» **Work request**
Set the data down again, word for word, as it appears below.

» **Given information**
= = = = =

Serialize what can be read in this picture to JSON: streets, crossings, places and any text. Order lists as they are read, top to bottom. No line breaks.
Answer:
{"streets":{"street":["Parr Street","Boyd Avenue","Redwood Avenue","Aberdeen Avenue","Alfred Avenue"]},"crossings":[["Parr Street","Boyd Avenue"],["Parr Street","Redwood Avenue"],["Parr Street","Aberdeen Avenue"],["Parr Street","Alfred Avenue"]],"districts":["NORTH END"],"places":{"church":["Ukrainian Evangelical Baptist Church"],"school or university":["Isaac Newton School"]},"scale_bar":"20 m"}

= = = = =

» **Exercise output**
Serialize what can be read in this picture to JSON: streets, crossings, places and any text. Order lists as they are read, top to bottom. No line breaks.
Answer:
{"streets":{"street":["Parr Street","Boyd Avenue","Redwood Avenue","Aberdeen Avenue","Alfred Avenue"]},"crossings":[["Parr Street","Boyd Avenue"],["Parr Street","Redwood Avenue"],["Parr Street","Aberdeen Avenue"],["Parr Street","Alfred Avenue"]],"districts":["NORTH END"],"places":{"church":["Ukrainian Evangelical Baptist Church"],"school or university":["Isaac Newton School"]},"scale_bar":"20 m"}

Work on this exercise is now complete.